* **Task to complete**: Your task is to print, exactly and only, the lines from the start of the entries below through the line with "width:36px; height:36px; display:grid;". Include both ends, but skip the pictures.

(Stored items)
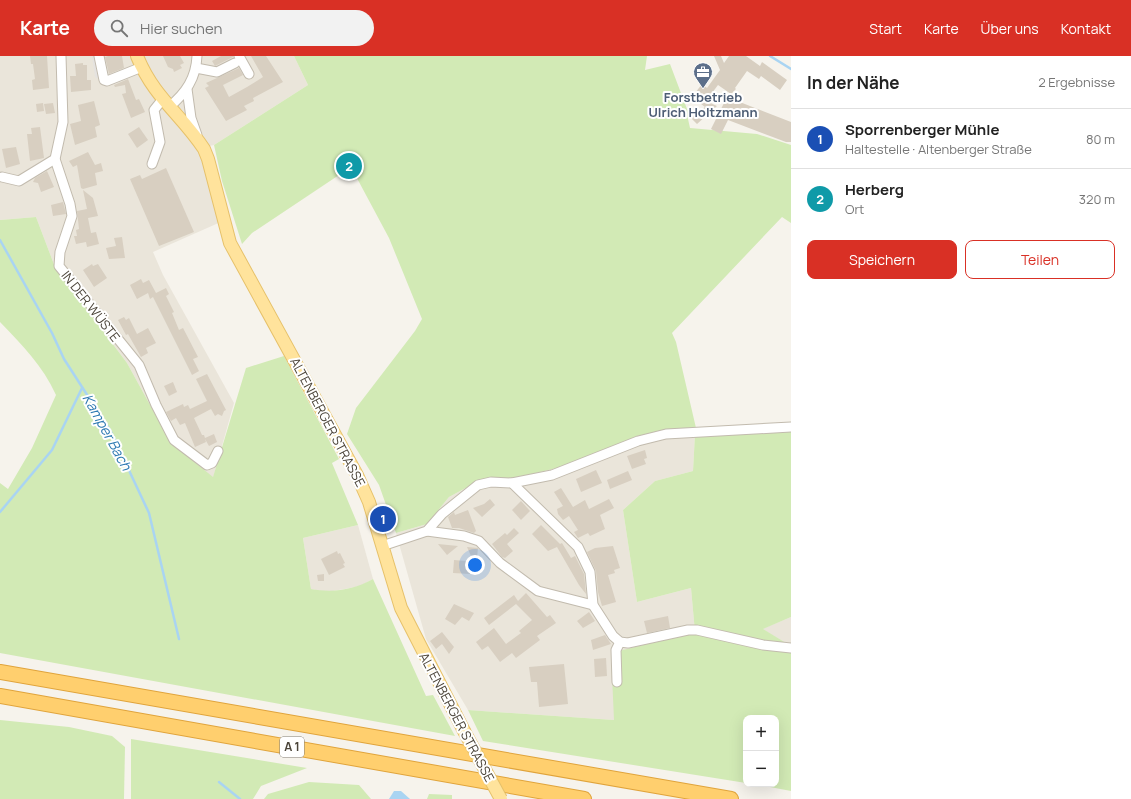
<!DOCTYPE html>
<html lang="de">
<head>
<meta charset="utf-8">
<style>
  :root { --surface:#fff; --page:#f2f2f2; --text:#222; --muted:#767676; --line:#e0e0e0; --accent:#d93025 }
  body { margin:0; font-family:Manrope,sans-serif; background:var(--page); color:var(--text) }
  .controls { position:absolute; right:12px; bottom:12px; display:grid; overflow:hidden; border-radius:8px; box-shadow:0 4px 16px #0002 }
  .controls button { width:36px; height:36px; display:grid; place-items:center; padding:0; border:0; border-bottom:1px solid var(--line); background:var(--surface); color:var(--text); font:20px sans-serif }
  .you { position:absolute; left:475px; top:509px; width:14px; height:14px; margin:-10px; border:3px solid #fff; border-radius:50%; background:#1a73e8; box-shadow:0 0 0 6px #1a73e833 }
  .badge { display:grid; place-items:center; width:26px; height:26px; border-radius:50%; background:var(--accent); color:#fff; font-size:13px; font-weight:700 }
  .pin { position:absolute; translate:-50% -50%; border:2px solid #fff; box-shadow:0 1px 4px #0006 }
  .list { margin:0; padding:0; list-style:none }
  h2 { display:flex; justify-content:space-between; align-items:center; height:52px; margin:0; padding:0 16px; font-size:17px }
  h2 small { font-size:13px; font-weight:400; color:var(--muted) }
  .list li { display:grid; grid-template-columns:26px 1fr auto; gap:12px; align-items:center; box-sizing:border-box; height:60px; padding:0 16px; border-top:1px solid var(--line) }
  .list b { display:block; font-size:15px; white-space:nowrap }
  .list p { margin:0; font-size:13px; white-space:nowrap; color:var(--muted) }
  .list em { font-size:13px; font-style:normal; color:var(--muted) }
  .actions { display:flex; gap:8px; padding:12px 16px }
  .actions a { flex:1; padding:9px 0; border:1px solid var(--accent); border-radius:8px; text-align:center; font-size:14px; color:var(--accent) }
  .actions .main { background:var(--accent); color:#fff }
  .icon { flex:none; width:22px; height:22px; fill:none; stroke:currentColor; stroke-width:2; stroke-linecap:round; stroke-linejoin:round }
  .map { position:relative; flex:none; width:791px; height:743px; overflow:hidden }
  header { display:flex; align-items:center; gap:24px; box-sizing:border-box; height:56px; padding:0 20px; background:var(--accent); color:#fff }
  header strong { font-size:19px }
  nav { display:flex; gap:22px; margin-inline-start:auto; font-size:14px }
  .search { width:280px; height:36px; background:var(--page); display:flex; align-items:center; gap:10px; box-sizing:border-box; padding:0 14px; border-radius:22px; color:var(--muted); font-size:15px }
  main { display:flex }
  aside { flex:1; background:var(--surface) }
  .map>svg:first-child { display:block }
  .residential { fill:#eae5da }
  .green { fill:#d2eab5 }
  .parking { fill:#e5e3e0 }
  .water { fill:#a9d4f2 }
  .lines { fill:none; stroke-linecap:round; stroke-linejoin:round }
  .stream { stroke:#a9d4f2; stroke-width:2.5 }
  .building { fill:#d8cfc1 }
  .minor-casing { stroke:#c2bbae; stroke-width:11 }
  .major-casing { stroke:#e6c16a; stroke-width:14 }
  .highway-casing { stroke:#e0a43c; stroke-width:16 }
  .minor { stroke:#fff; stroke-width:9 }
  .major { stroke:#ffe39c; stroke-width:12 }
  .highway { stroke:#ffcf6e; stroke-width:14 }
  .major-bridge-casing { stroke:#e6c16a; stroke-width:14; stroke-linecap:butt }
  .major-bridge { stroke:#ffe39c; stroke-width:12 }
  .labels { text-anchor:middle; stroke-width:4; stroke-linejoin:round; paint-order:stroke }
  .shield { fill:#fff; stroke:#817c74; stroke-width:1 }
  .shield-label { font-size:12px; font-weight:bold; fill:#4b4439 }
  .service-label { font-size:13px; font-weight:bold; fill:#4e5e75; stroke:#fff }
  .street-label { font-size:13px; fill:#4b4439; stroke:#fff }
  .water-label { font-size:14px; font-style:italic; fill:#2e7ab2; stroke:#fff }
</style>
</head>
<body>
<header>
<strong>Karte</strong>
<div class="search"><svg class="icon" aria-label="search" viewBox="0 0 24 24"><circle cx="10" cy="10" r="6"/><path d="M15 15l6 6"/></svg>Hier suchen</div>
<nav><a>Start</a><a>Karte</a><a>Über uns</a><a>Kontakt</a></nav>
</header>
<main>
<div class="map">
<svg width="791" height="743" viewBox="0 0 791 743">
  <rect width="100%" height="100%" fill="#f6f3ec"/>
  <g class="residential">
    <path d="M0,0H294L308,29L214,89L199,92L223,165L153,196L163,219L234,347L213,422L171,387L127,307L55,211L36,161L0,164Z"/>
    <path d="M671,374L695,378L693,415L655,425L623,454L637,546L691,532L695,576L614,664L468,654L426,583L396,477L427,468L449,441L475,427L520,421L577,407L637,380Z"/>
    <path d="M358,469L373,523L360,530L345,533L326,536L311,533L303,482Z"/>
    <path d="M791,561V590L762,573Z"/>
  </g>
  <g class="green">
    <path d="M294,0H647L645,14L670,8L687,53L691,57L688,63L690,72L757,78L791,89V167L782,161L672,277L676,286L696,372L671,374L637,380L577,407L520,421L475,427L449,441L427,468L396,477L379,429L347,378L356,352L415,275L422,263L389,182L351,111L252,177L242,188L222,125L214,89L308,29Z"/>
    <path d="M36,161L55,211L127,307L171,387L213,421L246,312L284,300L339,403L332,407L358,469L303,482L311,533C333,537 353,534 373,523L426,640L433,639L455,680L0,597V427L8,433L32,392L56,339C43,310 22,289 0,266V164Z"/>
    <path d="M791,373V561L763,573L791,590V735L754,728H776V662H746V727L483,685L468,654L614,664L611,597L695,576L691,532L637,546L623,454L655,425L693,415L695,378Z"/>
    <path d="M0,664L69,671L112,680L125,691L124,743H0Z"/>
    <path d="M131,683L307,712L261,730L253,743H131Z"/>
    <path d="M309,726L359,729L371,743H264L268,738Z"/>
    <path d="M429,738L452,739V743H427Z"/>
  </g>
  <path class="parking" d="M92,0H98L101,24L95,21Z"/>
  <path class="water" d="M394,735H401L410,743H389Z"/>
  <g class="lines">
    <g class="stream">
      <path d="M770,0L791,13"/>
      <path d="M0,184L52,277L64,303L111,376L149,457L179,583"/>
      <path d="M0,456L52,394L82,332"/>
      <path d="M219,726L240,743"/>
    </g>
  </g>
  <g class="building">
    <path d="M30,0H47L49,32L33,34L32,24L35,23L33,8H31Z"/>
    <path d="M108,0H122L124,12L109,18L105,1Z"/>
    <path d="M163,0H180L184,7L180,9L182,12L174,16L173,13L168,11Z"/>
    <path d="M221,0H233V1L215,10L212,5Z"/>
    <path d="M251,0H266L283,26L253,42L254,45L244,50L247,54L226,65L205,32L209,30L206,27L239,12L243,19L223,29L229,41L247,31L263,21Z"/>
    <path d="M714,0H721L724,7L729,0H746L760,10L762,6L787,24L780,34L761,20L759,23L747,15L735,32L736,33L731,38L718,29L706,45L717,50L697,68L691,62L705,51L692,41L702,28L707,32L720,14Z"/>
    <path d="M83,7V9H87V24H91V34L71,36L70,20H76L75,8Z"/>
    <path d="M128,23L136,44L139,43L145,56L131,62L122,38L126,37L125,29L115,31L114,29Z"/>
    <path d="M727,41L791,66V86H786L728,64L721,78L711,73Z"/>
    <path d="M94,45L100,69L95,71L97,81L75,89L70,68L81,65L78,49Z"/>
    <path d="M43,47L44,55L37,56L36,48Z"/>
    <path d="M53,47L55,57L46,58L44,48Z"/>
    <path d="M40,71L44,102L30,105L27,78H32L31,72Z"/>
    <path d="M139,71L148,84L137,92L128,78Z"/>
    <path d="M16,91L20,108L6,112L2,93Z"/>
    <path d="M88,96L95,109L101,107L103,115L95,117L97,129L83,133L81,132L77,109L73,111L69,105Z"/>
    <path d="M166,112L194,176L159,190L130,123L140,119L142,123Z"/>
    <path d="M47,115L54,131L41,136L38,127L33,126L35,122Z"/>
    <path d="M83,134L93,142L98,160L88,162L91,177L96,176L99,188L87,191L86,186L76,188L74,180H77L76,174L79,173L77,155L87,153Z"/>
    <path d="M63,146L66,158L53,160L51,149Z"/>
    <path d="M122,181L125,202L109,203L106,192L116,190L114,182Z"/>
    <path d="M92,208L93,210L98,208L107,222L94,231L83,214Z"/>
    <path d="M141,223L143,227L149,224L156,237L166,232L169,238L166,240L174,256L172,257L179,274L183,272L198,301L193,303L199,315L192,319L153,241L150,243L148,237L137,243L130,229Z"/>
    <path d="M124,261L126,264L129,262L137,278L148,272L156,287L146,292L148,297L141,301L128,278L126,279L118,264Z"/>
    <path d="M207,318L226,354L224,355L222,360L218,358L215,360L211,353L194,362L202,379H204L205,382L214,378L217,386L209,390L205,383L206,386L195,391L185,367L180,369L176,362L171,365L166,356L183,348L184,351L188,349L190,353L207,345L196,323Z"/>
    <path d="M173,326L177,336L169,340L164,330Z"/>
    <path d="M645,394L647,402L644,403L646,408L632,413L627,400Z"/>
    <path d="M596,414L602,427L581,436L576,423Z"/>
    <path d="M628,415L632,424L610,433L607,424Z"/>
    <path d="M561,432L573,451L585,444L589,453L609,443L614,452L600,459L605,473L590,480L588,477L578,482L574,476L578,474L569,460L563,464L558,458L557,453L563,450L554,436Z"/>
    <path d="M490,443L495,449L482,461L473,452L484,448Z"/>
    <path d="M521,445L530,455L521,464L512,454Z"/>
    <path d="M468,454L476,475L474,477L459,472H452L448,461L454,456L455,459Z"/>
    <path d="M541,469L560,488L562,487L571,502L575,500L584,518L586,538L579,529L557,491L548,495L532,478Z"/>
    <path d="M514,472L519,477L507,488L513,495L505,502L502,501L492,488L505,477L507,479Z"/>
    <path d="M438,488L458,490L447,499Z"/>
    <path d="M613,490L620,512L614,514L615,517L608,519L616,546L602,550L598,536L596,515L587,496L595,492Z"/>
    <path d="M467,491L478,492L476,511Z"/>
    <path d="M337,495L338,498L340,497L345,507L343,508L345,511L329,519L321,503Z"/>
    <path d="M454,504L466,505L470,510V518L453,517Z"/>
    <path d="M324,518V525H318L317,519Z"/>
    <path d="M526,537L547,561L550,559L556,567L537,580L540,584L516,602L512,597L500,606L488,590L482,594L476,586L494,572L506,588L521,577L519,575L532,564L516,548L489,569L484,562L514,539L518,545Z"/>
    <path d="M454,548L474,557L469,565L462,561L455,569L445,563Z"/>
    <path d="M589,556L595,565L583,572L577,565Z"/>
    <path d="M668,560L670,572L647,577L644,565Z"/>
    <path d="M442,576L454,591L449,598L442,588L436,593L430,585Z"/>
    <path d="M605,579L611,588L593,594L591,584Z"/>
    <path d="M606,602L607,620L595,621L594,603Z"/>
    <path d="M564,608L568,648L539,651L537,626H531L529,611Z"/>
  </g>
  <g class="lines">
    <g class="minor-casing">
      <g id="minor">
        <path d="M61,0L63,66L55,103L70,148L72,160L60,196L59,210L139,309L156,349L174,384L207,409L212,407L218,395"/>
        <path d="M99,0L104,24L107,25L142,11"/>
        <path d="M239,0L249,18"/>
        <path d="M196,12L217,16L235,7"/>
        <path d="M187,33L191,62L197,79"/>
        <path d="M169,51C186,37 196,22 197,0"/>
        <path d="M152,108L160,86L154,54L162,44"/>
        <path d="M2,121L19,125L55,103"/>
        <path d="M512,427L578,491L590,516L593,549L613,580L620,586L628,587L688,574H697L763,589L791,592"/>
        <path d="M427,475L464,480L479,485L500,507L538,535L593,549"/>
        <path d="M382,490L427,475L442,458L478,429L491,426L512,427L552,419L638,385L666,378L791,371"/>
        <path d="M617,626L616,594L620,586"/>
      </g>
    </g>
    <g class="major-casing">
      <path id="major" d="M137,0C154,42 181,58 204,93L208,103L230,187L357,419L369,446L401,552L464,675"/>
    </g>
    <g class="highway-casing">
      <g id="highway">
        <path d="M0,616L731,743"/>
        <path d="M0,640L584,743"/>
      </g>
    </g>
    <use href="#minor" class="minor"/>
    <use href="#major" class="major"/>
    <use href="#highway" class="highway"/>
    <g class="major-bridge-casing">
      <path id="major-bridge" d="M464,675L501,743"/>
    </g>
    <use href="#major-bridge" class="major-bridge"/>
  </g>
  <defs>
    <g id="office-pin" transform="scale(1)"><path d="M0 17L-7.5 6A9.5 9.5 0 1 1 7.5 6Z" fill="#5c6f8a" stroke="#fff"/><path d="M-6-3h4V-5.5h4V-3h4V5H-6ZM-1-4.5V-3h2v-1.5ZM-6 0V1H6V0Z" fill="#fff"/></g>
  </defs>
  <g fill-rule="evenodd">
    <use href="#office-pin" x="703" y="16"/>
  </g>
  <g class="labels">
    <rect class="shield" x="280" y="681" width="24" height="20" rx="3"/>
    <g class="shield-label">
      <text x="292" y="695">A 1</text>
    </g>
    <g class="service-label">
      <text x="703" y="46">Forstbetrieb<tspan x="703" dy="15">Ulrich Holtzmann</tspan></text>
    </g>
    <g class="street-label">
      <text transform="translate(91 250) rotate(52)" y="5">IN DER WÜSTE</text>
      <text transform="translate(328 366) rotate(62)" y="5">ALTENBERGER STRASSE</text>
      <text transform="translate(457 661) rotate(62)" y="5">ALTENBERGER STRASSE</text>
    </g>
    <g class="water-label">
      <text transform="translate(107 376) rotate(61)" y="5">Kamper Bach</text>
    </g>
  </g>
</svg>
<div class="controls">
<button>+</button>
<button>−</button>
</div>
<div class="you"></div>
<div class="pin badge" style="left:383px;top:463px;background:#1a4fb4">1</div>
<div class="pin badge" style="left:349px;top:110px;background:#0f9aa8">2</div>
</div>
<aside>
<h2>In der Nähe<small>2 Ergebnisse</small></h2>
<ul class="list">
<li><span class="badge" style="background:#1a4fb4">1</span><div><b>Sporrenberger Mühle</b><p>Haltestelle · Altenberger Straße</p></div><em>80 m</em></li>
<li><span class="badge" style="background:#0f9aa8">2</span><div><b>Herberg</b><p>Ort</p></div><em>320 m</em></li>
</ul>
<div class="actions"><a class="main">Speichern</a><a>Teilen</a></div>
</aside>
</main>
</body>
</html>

* **Exercise solution**:
<!DOCTYPE html>
<html lang="de">
<head>
<meta charset="utf-8">
<style>
  :root { --surface:#fff; --page:#f2f2f2; --text:#222; --muted:#767676; --line:#e0e0e0; --accent:#d93025 }
  body { margin:0; font-family:Manrope,sans-serif; background:var(--page); color:var(--text) }
  .controls { position:absolute; right:12px; bottom:12px; display:grid; overflow:hidden; border-radius:8px; box-shadow:0 4px 16px #0002 }
  .controls button { width:36px; height:36px; display:grid; place-items:center; padding:0; border:0; border-bottom:1px solid var(--line); background:var(--surface); color:var(--text); font:20px sans-serif }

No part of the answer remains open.